Viele Gemälde in The Joy of Color verwenden Farbe in einem formalen Sinn und zeigen Farbe als wirksamen Schöpfer und Abgrenzer von Bildraum. „Nature’s Red Impressions“ (1968) von Alma Thomas bietet eine epische Erläuterung dieses Konzepts. Aus der Ferne verkünden die Farben eine lineare Struktur, die die Bildarchitektur in vertikale Balken unterteilt. Bei näherer Betrachtung zerfallen die Säulen in eine Vielzahl organischer Formen. Der weiße Raum zwischen den Formen und Säulen behauptet sich als eine Welt jenseits der Oberfläche. Ähnliche Magie wirkt in „Strawberry“ (1970) von Jack Bush. Eine massive, rosafarbene „U“-Form spiegelt mit ihrem Farbton den Titel des Gemäldes wider, während ein helleres rosa Hintergrund mit dunklen Flecken die Räumlichkeit herstellt. Ein komplementärer Farbstreifen am unteren Rand der Leinwand flacht den Raum ab und täuscht dem Auge eine Kombination aus Horizontlinie und kinetischer Parade geometrischer Formen vor.

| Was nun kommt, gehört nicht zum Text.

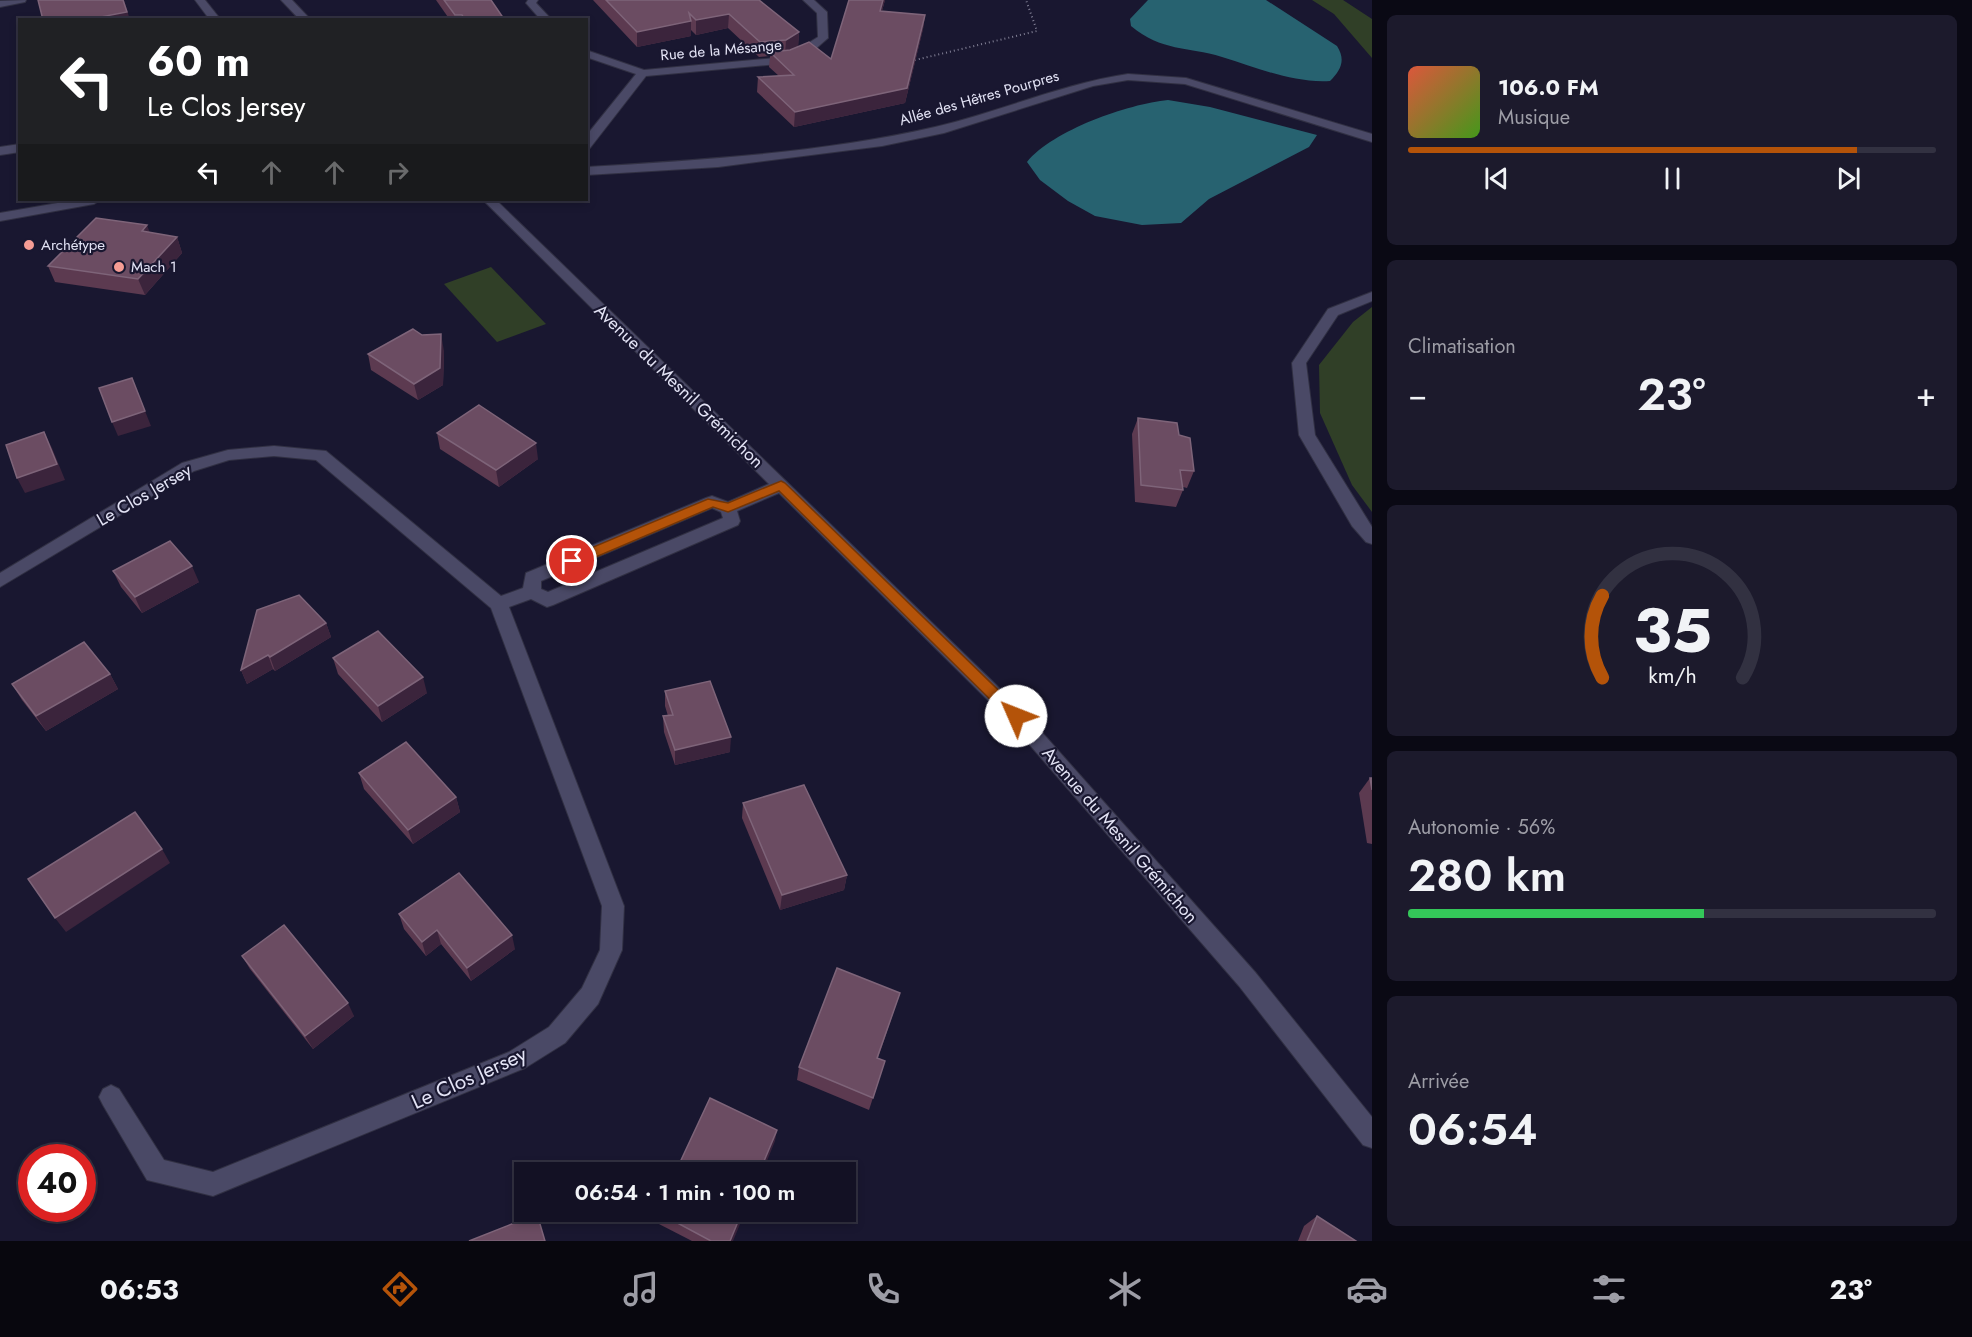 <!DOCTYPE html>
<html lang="fr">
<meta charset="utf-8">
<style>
:root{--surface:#131124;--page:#1c1a2c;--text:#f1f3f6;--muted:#9d9da6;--line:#323141;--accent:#b45309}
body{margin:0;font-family:Jost,sans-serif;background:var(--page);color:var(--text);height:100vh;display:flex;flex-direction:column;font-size:22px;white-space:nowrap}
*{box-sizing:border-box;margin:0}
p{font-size:20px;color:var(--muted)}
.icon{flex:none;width:33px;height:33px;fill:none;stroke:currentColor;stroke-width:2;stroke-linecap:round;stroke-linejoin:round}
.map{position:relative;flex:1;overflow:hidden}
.side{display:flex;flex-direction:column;gap:15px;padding:15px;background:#0a0914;width:600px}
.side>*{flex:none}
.guide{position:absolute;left:18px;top:18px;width:570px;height:183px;border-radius:0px;box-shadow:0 3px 9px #0003,0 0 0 2px var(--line);background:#202124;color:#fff;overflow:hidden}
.speed{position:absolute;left:18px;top:1144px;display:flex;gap:12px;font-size:30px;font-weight:700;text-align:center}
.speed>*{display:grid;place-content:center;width:78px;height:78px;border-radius:50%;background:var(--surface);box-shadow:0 3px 9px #0003,0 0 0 2px var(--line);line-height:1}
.speed .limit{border:9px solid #d22;background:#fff;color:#111}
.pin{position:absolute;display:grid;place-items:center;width:51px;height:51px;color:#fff;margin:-26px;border:3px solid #fff;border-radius:50%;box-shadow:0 2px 6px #0007}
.me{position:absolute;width:66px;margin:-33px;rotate:314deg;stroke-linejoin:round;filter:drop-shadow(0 0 4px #0008)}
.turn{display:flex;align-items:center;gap:21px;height:126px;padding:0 30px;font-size:27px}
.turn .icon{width:78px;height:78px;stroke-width:2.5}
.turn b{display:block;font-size:42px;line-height:51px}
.lanes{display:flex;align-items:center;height:57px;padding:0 30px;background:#0003;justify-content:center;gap:30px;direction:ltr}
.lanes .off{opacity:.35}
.big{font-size:45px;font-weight:600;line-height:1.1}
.side .card{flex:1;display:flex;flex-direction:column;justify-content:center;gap:9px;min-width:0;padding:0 21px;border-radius:9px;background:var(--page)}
.side .dial{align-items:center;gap:0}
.dial svg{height:156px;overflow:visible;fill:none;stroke:var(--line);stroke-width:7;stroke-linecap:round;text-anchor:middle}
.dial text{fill:var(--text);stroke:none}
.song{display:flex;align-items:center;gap:18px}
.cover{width:72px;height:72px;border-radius:9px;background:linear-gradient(135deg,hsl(10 70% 55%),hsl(100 70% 35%))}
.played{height:6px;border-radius:3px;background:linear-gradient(90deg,var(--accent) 85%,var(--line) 85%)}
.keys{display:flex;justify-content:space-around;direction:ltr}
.heat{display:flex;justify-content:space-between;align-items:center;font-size:33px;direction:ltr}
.charge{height:9px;border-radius:4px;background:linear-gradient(90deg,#34c759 56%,var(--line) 0)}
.trip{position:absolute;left:514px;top:1162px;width:342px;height:60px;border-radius:0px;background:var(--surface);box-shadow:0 3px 9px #0003,0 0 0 2px var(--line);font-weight:600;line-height:60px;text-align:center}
.tab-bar{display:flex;height:96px;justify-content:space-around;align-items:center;background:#08070e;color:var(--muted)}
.tab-bar .icon{width:42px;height:42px}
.tab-bar .active{color:var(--accent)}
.tab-bar b{font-size:27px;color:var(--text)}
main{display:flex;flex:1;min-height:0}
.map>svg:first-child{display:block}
.green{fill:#303f27}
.water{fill:#276270}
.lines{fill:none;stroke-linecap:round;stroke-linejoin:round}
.minor-casing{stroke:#313043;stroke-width:2}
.path{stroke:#807f94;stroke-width:2;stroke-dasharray:1 3;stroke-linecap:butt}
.minor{fill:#4a4966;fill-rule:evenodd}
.wall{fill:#5c3a50}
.shaded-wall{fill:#3b243c}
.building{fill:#6b4c62;stroke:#7e6479;stroke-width:1.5}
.route{fill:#b45309;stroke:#753606;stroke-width:1.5}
.poi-dot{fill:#f59c94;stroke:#191730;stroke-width:2}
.labels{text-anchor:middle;stroke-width:4.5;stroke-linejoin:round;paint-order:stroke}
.far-street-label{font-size:15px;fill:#e3e3f5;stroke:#191730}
.far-poi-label{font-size:15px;fill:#e3e3f5;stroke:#191730;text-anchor:start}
.street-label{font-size:18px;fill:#e3e3f5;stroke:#191730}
.near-street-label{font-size:21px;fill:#e3e3f5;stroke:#191730}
</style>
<main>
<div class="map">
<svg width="1372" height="1241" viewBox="0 0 1372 1241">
<rect width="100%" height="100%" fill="#191730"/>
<g class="green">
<path d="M1312,0H1343L1372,19V58L1334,14Z"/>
<path d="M491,267L546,324L497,342L444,284Z"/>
<path d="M1372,307V512L1352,485L1320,413L1319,365L1353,322Z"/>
</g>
<g class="water">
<path d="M1148,0H1266L1337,46C1346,60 1341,70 1330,81C1291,83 1259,68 1222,57C1187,46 1162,52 1131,26L1130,19Z"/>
<path d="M1168,100L1210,107L1317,135L1309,147L1209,199L1181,223L1142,225L1095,216L1068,201L1040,180L1027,162C1053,130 1128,104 1168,100Z"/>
</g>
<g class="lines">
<defs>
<g id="minor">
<path d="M26,0L25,2L0,7V1Z"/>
<path d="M195,0H205L221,20H210Z"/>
<path d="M281,0H292L311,20H300Z"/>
<path d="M528,0H538L536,3L552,20H541L526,3Z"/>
<path d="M803,0H814L827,12L828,38L812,52L788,63L646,76L590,148L586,149V136L636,74L586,57V50L644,70L786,57L818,37L817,13Z"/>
<path d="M1128,74L1186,78L1372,134V142L1185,84L1128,80L1093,86L944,133L882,146L718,167L586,175V167C703,160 821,153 935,127C1000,112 1061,84 1128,74Z"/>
<path d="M20,144V152L0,155V147Z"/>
<path d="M75,200H100L94,204L0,221V213Z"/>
<path d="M483,200H496L1023,711L1255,972L1372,1117V1148L1363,1145L1239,986L1009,721L779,493L737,511L740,521L738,525L553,605L547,607L531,599L509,607L624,906L622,950L598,1004L565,1043L525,1068L213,1196L147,1180L103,1105L99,1097L103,1089L111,1085L119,1089L164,1160L213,1172L509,1052L549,1027L582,988L600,950L602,906L491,608L316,460L274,456L229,460L194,471L0,587V573L182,463L228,450L274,446L326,451L501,596L523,588L526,573L706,498L712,496L728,502L769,484ZM712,508L721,512L723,518L548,592L541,589V581Z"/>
<path d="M1372,292V301L1338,315L1306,363L1315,435L1372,527V544L1366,542L1352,526L1299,435L1292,363L1328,309Z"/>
</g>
</defs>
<use href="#minor" class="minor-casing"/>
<path class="path" d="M911,61L1037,31L1026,0"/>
<use href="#minor" class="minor"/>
</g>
<g class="wall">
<path d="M436,0H491L504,20H450Z"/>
<path d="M593,0H759L799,32L798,47L831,59L849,0H885L882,11L925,15L923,29L905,103L794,127L757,92L758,77L779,76L769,67L770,56L759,57L728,28L696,35L691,30V36L637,47Z"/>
<path d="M150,233L177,237L182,253L145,295L55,282L48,266Z"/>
<path d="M422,335L444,351L443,385L418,400L371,370L368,354Z"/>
<path d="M1138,418L1179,435L1194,471L1187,488L1183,487V490L1176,507L1135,502L1132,434Z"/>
<path d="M437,433L538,459L499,487L440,449Z"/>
<path d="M113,571L199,582L142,613L121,587Z"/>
<path d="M326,623L331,637L275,671L273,669L247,684L241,670Z"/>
<path d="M333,658L427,693L382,722L338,674Z"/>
<path d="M110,674L118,689L46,731L22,700L12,684Z"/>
<path d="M665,691L730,752L675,765L664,732L663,716H668L665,706Z"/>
<path d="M359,773L456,797L460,812L413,844L364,789Z"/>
<path d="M1370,778H1372V844L1367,843L1359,793Z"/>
<path d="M743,803L847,875L844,890L780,910L742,818Z"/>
<path d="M399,914L515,949L471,981L441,944L426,956L404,929Z"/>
<path d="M242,956L354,1016L313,1049L250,969Z"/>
<path d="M900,993L878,1058L881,1073L869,1110L797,1080L799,1067Z"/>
<path d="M656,1213L733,1241H692L657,1223Z"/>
<path d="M1317,1216L1356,1241H1298L1304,1226Z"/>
</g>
<g class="shaded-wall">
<path d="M123,0H124L130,20H95V18Z"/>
<path d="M883,0H885L878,25L880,11Z"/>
<path d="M729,14L728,28L696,35V20Z"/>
<path d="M455,15H462V20H456Z"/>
<path d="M925,15L923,29L905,103L794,127L795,112Z"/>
<path d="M691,21V36L637,47V32Z"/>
<path d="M799,32L798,47L785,55L786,40Z"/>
<path d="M147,225L153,241L142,231Z"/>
<path d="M177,237L182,253L145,295L138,279Z"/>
<path d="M441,334L444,351L443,385L418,400L414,384Z"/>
<path d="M145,411L151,426L118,436L112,422Z"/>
<path d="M44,432L52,448L65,480L25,493L17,478Z"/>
<path d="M536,443L538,459L499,487L496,470Z"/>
<path d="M192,566L199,582L142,613L135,597Z"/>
<path d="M326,623L331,637L275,671L270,657Z"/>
<path d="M268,655L273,669L247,684L241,670Z"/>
<path d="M110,674L118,689L46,731L36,716Z"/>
<path d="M423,677L427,693L382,722L378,706Z"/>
<path d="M731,737L730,752L675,765V750Z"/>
<path d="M456,797L460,812L413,844L408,830Z"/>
<path d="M162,849L170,863L66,932L55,918Z"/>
<path d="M847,875L844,890L780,910L782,895Z"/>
<path d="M437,930L441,944L426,956L422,942Z"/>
<path d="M512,935L515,949L471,981L467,968Z"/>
<path d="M348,1003L354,1016L313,1049L305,1036Z"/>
<path d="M777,1130L775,1141L762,1173H759Z"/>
<path d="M742,1212H745L733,1241H730Z"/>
</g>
<g class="building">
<path d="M38,0H123L127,12L95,18V20H43Z"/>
<path d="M444,0H491L504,19L499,20H465L462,15H455Z"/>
<path d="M606,0H759L799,32L786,40L760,42L729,14L696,20L689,13L691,21L637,32Z"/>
<path d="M849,0H883L880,11L925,15L907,88L795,112L758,77L794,75L770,52L790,50L809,42L831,59Z"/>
<path d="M96,218L147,225L142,231L177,237L138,279L48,266Z"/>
<path d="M413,329L422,335L441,334L440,368L414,384L368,354Z"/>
<path d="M132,378L145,411L112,422L99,388Z"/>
<path d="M479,405L536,443L496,470L437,433Z"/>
<path d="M1138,418L1177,423L1179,435L1190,438L1194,471L1180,470L1183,490L1141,485Z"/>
<path d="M44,432L57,464L17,478L6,445Z"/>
<path d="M170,541L192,566L135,597L113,571Z"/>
<path d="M299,595L326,623L270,657L268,655L241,670L257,610Z"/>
<path d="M378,631L423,677L378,706L333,658Z"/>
<path d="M84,642L110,674L36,716L12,684Z"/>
<path d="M710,681L731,737L675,750L663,716L673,715L665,691Z"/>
<path d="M406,742L456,797L408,830L359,773Z"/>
<path d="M1370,778H1372V790Z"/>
<path d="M804,785L847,875L782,895L743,803Z"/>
<path d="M135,812L162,849L55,918L28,879Z"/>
<path d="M459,873L512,935L467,968L437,930L422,942L399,914Z"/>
<path d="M284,925L348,1003L305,1036L242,956Z"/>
<path d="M837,968L900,993L877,1058L885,1061L873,1098L799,1067Z"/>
<path d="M710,1098L777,1130L759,1173H675Z"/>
<path d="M657,1212H742L730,1241H711Z"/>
<path d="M537,1214L545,1241H469Z"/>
<path d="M1317,1216L1356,1241H1307Z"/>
</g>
<path class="route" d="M781,481L785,483L1021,712L1023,716L1021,720H1011L779,491L728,512L713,507L577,565L572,566L565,561L567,558L708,499L728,503Z"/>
<g class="poi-dot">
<circle cx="29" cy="245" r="6"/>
<circle cx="119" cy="267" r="6"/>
</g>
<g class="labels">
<g class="far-street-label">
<text transform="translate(721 50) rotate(-5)" y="5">Rue de la Mésange</text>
<text transform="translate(979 98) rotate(-16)" y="5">Allée des Hêtres Pourpres</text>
</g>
<g class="far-poi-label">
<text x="41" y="250">Archétype</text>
<text x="131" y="272">Mach 1</text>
</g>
<g class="street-label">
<text transform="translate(679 386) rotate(44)" y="6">Avenue du Mesnil Grémichon</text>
<text transform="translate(144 495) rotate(-30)" y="6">Le Clos Jersey</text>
<text transform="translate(1120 835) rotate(49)" y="6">Avenue du Mesnil Grémichon</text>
</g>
<g class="near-street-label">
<text transform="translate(469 1078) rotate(-24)" y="7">Le Clos Jersey</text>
</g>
</g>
</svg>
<div class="speed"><div class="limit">40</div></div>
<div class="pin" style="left:572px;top:561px;background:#d93025"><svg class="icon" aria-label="arrive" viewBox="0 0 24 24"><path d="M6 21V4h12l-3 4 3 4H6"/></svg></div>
<svg class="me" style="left:1016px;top:716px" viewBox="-20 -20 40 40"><circle r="19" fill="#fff"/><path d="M0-13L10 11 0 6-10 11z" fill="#b45309"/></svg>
<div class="trip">06:54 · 1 min · 100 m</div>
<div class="guide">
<div class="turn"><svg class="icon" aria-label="left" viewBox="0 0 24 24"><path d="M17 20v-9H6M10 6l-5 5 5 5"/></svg><div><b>60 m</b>Le Clos Jersey</div></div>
<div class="lanes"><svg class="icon" aria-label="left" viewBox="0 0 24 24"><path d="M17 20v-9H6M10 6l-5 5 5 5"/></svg><svg class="icon off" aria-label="ahead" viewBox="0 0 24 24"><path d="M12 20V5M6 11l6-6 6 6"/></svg><svg class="icon off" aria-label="ahead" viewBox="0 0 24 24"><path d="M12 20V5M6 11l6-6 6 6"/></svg><svg class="icon off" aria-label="right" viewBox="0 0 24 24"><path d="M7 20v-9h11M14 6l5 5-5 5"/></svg></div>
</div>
</div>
<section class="side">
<div class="card">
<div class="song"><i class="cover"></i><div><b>106.0 FM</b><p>Musique</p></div></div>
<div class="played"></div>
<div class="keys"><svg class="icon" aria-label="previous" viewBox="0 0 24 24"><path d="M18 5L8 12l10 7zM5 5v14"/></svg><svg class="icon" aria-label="pause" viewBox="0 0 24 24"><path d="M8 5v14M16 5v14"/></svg><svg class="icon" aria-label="next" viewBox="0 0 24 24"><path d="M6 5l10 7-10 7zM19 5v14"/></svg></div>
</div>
<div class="card"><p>Climatisation</p>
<div class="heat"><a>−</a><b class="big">23°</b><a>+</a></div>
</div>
<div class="card dial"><svg viewBox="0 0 100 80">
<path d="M14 69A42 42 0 1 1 86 69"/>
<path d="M14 69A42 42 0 0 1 14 27" stroke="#b45309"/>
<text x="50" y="56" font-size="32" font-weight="700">35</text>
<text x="50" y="72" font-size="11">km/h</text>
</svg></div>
<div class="card"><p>Autonomie · 56%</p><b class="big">280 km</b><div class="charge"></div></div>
<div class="card"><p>Arrivée</p><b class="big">06:54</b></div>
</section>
</main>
<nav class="tab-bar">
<b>06:53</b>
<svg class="icon active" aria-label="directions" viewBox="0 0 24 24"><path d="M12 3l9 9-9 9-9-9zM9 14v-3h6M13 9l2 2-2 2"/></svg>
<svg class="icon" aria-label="music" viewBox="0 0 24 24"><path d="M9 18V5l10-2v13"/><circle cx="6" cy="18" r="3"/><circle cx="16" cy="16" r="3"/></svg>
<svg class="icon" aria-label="phone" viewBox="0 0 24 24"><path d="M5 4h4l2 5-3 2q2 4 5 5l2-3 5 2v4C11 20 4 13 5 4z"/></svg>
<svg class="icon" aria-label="climate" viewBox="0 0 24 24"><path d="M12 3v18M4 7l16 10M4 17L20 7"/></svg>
<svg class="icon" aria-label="car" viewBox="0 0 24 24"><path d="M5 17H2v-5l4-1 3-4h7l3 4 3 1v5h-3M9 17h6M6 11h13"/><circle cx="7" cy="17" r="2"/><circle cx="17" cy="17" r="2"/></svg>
<svg class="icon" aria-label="filters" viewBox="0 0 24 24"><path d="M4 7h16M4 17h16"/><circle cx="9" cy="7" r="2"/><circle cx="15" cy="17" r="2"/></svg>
<b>23°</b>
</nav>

Alma Thomas Nature s Red Impressions

Alma Thomas - Nature's Red Impressions, 1968. Acryl auf Leinwand. 129,5 x 125,7 cm (51 x 49 1/2 Zoll). © Alma Thomas. Mit freundlicher Genehmigung der Mnuchin Galerie

Zu den auffälligsten räumlichen Kompositionen der Ausstellung gehören „Elberta“ (1975) von Helen Frankenthaler, „Mysteries: Aglow“ (2002) von Kenneth Noland und „The Wave (Urszula)“ (2014) von Sarah Crowner. Frankenthaler schafft in ihrem mit Farbstoff getränkten Gemälde weite Offenheit und öffnet das Auge für ein weites und leuchtendes Bilduniversum; Noland erzielt den gegenteiligen Effekt, indem er den Raum mit seiner bekannten Zielscheibenkomposition vereinfacht und zentriert; Crowner ordnet den Raum in harmonische Dissonanz mit vibrierenden, biomorphen roten und orangen Wellenformen. Doch die tiefgründigste Raumschaffung verdanken wir „Atmosphere“ (1972) von Sam Gilliam. Seine charakteristische Technik, die Kanten seiner Oberfläche anzuschrägen, erlaubt es den Farben, Raum jenseits der physischen Grenzen des Werks zu schaffen. Das Gemälde lädt uns ein, über das hinaus zu staunen, was wir sehen können – eine wichtige Frage in unserer Zeit, und eine, über die vielleicht sogar Herr Saltz in der Galerie nachdenken möchte. The Joy of Color ist bis zum 8. Dezember 2018 zu sehen.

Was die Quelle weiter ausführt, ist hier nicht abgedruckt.